Source: Southeast Cancer Center's 2010 Annual Report
General Cancer Statistics
- It is estimated that about 1.5 million Americans were diagnosed with cancer in 2010.
- In the United States, cancer is the second leading cause of death, responsible for 1 in 4 deaths.
- One of every two men and one of every three women will get cancer in their lifetimes.
- Overall cancer rates are higher for whites and blacks than for Asians/Pacific Islanders.
- Approximately 5 percent of cancers are hereditary.
- Lung cancer is the most common fatal cancer in men and women.
- Prostate cancer is the most common cancer for men of all races, followed by lung cancer and colorectal cancer.
- Breast cancer is the most prevalent cancer among women, regardless of race.
- More than one million cases of nonmelanoma skin cancer will be diagnosed this year.
- About 77 percent of all cancers are diagnosed in patients aged 55 or older.
- For children aged 14 and younger, the most common cancers are leukemias. Today, more than 80 percent of children diagnosed with leukemia survive.

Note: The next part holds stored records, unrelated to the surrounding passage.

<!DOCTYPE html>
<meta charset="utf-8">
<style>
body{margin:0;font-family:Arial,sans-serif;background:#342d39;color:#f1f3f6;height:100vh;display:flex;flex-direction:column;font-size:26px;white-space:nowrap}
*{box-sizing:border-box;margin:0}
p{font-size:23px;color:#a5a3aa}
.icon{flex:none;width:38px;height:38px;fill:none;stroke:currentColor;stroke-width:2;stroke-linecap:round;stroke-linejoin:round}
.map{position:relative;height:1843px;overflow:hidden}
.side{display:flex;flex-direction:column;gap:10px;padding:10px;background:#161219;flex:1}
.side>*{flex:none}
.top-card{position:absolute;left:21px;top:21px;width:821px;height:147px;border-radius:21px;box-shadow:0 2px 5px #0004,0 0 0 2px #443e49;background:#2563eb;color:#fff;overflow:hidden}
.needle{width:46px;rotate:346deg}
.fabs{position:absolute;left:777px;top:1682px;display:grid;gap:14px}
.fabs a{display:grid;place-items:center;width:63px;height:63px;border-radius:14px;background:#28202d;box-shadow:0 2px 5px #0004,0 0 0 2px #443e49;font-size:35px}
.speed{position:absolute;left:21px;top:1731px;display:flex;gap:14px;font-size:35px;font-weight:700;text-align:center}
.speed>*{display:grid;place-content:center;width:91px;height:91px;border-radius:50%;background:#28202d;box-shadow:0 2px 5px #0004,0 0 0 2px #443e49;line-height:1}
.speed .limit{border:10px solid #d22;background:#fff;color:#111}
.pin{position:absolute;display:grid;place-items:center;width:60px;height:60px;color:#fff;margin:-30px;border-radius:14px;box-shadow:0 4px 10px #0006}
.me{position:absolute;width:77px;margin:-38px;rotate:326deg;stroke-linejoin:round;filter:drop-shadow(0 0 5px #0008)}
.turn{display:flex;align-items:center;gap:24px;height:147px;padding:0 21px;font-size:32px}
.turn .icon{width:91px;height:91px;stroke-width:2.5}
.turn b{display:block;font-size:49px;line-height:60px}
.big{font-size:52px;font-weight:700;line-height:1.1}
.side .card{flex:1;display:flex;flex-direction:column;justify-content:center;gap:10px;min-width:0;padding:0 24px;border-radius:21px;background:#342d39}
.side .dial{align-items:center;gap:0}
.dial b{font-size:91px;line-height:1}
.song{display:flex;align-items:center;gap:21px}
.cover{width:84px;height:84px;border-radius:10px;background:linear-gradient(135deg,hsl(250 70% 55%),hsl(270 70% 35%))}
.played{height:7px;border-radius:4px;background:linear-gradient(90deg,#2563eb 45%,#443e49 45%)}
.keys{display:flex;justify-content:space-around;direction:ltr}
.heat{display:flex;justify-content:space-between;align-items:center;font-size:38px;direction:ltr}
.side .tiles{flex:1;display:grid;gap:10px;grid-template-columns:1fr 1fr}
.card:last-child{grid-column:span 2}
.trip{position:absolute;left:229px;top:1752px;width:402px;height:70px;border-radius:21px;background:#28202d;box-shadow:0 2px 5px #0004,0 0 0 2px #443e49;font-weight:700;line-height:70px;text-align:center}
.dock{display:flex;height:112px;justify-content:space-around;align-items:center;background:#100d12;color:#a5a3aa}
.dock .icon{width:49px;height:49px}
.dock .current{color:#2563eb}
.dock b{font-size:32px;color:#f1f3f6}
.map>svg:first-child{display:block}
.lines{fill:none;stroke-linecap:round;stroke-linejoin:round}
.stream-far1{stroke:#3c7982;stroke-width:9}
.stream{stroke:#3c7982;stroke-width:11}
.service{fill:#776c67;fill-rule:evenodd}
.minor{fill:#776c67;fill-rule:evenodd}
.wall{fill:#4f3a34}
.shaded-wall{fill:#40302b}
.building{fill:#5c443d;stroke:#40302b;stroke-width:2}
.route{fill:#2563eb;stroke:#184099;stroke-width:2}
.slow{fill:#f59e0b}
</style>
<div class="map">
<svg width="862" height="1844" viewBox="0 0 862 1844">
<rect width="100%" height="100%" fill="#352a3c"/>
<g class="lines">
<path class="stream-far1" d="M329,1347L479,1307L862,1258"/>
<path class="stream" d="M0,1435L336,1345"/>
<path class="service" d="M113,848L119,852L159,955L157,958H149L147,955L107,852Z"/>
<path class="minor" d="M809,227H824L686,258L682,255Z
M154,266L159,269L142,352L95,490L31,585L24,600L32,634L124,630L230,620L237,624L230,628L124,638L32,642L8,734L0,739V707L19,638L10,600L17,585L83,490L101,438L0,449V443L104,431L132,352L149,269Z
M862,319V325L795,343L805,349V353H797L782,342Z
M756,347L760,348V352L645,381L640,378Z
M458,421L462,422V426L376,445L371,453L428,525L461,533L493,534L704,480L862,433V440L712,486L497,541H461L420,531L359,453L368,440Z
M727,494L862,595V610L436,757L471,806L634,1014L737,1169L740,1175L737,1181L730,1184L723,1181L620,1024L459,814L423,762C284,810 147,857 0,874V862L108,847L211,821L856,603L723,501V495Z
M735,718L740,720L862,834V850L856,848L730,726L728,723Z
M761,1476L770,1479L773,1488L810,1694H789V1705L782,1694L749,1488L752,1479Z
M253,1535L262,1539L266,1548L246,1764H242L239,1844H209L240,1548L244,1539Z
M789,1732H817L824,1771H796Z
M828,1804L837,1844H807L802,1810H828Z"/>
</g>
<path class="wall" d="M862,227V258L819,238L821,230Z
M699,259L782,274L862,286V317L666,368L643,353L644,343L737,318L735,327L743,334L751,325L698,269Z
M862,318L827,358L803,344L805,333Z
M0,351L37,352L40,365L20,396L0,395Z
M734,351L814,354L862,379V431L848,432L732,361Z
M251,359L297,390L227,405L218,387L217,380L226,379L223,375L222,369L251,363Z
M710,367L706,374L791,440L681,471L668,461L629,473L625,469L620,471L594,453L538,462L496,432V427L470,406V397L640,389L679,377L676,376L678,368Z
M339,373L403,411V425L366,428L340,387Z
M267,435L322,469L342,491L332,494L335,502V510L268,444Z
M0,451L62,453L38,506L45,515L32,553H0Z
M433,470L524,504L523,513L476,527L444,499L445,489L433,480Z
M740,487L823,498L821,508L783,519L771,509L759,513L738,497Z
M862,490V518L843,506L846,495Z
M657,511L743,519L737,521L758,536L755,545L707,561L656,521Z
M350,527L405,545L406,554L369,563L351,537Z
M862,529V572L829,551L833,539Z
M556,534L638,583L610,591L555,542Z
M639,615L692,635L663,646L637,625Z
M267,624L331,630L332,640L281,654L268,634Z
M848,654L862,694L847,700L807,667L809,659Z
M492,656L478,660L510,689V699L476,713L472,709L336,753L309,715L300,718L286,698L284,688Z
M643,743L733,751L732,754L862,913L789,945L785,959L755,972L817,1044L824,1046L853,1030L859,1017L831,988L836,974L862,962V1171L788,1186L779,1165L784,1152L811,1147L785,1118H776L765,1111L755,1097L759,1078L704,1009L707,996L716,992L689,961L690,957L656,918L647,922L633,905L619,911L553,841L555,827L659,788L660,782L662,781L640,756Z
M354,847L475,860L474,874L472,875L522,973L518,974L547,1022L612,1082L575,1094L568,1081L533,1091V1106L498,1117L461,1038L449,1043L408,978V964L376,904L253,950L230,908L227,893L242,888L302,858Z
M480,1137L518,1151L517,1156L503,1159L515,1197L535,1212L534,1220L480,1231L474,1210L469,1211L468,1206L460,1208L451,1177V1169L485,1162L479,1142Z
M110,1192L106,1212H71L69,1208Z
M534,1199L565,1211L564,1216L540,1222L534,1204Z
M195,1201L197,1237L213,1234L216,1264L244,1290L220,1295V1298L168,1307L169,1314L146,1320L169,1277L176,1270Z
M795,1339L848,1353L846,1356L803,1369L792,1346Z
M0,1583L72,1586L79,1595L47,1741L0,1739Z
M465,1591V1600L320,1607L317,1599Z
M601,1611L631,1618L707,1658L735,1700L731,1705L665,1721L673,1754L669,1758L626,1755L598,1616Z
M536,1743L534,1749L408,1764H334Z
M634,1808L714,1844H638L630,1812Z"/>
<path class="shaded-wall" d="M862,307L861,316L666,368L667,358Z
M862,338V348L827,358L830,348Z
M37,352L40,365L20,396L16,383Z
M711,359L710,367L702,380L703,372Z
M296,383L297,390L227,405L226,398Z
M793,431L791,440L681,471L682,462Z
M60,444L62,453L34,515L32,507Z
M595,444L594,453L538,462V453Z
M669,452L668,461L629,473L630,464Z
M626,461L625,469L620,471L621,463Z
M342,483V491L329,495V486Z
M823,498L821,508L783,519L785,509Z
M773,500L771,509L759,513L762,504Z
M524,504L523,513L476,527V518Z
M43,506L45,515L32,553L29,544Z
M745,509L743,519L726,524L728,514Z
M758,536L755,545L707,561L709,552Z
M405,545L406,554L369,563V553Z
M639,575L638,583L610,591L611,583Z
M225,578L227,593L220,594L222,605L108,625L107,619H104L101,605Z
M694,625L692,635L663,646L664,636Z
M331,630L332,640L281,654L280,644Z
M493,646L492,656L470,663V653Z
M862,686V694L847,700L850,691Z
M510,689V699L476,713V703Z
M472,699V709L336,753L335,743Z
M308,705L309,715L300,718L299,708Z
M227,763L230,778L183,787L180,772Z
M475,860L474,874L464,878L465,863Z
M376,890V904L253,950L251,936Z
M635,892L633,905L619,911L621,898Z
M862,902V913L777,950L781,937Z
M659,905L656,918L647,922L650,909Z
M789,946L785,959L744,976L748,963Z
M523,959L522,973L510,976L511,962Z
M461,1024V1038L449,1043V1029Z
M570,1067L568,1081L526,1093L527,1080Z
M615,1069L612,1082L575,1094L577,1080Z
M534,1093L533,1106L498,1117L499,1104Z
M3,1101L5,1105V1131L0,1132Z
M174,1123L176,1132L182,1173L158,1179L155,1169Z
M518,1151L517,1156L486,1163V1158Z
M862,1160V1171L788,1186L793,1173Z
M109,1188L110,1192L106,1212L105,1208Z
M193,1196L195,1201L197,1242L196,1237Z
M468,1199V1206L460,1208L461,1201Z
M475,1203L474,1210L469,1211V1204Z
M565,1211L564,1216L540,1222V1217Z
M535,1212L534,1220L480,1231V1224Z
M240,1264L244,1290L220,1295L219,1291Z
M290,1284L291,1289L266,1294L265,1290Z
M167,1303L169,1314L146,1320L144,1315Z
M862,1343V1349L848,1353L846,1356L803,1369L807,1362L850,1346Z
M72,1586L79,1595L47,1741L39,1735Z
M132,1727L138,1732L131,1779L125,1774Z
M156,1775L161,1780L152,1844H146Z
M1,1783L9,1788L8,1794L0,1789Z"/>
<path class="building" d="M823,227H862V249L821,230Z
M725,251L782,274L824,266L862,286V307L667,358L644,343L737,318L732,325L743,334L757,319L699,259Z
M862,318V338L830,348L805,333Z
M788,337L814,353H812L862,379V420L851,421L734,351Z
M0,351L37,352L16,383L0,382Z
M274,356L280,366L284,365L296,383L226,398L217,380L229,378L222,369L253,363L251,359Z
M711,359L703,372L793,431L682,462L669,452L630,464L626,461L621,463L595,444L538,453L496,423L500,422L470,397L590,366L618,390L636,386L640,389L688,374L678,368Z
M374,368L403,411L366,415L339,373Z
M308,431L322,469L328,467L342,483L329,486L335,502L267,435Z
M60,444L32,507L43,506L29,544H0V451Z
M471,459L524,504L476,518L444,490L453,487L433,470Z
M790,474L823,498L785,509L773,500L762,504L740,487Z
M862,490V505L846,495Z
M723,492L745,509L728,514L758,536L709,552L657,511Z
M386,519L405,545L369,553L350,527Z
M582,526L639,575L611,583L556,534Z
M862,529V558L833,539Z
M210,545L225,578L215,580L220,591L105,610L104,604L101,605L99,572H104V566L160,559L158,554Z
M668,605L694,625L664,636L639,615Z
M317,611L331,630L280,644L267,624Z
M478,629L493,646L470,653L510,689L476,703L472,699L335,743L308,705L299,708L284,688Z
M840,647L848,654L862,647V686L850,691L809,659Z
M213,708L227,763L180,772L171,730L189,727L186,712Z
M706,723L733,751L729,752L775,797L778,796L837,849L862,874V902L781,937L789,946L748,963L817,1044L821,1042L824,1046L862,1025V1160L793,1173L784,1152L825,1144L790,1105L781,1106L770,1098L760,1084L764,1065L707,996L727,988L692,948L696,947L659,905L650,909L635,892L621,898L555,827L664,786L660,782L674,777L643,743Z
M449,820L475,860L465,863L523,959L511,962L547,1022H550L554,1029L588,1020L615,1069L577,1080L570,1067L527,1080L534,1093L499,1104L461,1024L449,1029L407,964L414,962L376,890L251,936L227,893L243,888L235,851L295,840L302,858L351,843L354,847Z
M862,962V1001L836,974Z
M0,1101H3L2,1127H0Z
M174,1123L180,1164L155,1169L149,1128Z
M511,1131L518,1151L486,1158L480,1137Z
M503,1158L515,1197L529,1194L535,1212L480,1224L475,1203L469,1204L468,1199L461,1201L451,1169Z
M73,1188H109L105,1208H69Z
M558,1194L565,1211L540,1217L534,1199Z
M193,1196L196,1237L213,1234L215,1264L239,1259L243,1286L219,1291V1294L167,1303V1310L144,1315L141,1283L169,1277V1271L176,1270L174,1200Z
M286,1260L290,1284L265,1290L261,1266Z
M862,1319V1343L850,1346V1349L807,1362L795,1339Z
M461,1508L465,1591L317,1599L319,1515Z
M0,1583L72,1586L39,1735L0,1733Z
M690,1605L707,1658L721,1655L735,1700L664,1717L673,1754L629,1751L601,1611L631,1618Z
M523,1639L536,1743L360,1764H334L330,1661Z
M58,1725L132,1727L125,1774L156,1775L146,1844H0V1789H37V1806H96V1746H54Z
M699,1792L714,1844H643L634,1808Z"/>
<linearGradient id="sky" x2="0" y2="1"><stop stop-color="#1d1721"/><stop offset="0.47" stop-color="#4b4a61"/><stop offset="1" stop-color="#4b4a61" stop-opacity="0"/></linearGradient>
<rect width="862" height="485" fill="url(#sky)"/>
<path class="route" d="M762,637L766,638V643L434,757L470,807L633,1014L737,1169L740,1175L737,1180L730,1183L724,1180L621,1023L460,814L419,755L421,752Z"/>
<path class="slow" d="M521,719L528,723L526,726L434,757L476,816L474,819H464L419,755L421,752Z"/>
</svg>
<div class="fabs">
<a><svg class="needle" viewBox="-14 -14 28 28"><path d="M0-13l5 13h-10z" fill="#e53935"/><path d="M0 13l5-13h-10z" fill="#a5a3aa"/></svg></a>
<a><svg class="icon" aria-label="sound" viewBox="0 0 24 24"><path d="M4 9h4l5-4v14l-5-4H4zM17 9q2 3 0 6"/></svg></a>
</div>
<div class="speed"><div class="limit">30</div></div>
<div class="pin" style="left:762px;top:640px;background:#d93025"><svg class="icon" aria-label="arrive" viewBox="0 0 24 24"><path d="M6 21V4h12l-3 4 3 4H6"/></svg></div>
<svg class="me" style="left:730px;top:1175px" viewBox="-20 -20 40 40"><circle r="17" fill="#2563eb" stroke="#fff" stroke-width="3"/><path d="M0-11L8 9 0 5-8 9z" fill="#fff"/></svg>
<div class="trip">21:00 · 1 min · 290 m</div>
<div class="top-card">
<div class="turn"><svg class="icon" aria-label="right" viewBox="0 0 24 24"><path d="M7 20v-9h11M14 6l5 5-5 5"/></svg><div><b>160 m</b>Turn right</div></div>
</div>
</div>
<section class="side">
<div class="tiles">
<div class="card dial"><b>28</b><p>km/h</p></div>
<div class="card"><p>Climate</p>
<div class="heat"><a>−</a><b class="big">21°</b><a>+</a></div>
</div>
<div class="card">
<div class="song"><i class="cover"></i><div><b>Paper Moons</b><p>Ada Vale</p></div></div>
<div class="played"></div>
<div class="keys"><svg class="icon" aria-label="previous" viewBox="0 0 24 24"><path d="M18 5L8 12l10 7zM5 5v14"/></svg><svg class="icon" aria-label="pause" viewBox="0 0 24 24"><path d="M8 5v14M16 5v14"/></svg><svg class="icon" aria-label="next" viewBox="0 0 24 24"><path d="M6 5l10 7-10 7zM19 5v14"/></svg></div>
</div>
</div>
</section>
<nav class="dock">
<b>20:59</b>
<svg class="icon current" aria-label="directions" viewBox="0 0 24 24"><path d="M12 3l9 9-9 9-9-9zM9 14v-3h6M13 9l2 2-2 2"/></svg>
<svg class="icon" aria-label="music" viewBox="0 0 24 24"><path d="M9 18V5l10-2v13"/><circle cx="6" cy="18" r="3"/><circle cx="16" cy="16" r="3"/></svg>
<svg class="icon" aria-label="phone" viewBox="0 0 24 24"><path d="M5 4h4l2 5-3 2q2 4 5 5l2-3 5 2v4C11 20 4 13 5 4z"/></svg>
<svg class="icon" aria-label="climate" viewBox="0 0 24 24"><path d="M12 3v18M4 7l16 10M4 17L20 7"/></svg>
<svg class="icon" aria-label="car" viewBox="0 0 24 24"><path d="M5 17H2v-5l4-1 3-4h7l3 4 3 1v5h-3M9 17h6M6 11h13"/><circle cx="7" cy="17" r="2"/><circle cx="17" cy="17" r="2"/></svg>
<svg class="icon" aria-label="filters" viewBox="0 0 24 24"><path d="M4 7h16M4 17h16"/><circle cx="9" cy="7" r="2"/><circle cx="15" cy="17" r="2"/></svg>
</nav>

- Fewer than 5 percent of adults diagnosed with cancer will participate in a clinical trial. Lung, breast, prostate and colon cancers have the highest number of clinical trials devoted to them -- more than 40 percent of all clinical trials.
- More than 30 percent of cancer could be prevented. Tobacco use, alcohol use, poor diet, and physical inactivity have been shown to provide increased risk in developing cancer.
- The five year relative survival rate for female breast cancer patients has improved from 63 percent in the early 1960s to 90 percent today.
- Nearly two-thirds of all cancer patients will receive radiation therapy during their illness.
- About 11.1 million Americans are cancer survivors.